▶ **Requirement**:
Pictures do not belong in your copy. Repeat all the other data exactly.

▶ **Data to examine**:
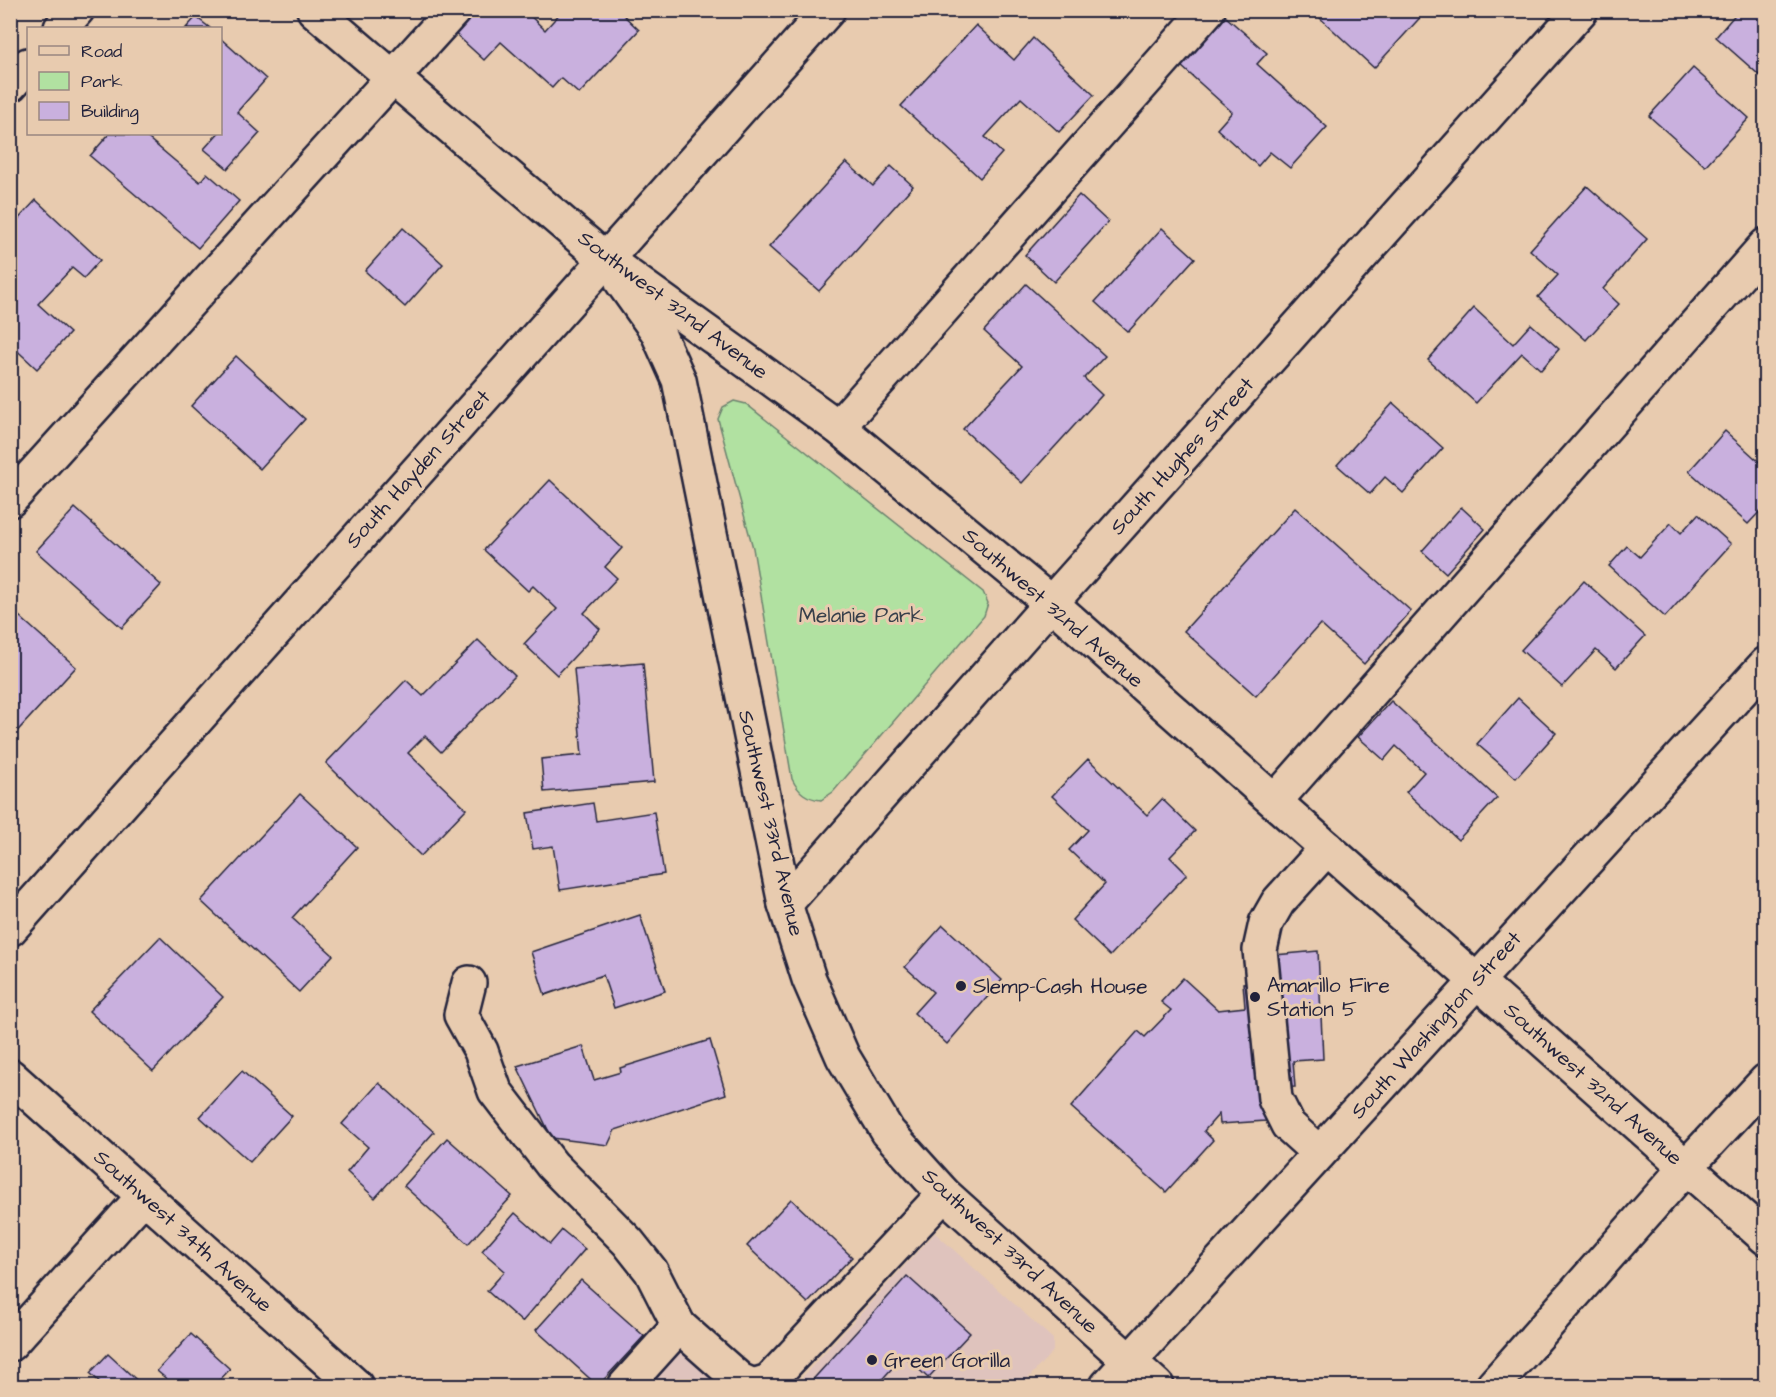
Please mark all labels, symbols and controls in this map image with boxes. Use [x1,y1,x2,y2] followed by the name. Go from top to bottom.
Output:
[27,27,222,135] legend
[81,39,122,64] text: Road
[81,69,123,94] text: Park
[81,99,139,125] text: Building
[572,224,774,386] street label: Southwest 32nd Avenue
[1103,371,1263,542] street label: South Hughes Street
[339,383,499,556] street label: South Hayden Street
[956,521,1150,695] street label: Southwest 32nd Avenue
[799,601,923,630] park label: Melanie Park
[731,707,811,939] street label: Southwest 33rd Avenue
[1344,925,1530,1126] street label: South Washington Street
[1267,971,1390,1024] place label: Amarillo Fire Station 5
[973,972,1148,1002] place label: Slemp-Cash House
[954,979,968,993] marker: Slemp-Cash House
[1248,990,1262,1004] marker: Amarillo Fire Station 5
[1497,996,1689,1172] street label: Southwest 32nd Avenue
[87,1143,279,1319] street label: Southwest 34th Avenue
[916,1162,1104,1340] street label: Southwest 33rd Avenue
[884,1346,1010,1375] place label: Green Gorilla
[865,1353,879,1367] marker: Green Gorilla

▶ **The answer**:
Please mark all labels, symbols and controls in this map image with boxes. Use [x1,y1,x2,y2] followed by the name. Go from top to bottom.
Output:
[27,27,222,135] legend
[81,39,122,64] text: Road
[81,69,123,94] text: Park
[81,99,139,125] text: Building
[572,224,774,386] street label: Southwest 32nd Avenue
[1103,371,1263,542] street label: South Hughes Street
[339,383,499,556] street label: South Hayden Street
[956,521,1150,695] street label: Southwest 32nd Avenue
[799,601,923,630] park label: Melanie Park
[731,707,811,939] street label: Southwest 33rd Avenue
[1344,925,1530,1126] street label: South Washington Street
[1267,971,1390,1024] place label: Amarillo Fire Station 5
[973,972,1148,1002] place label: Slemp-Cash House
[954,979,968,993] marker: Slemp-Cash House
[1248,990,1262,1004] marker: Amarillo Fire Station 5
[1497,996,1689,1172] street label: Southwest 32nd Avenue
[87,1143,279,1319] street label: Southwest 34th Avenue
[916,1162,1104,1340] street label: Southwest 33rd Avenue
[884,1346,1010,1375] place label: Green Gorilla
[865,1353,879,1367] marker: Green Gorilla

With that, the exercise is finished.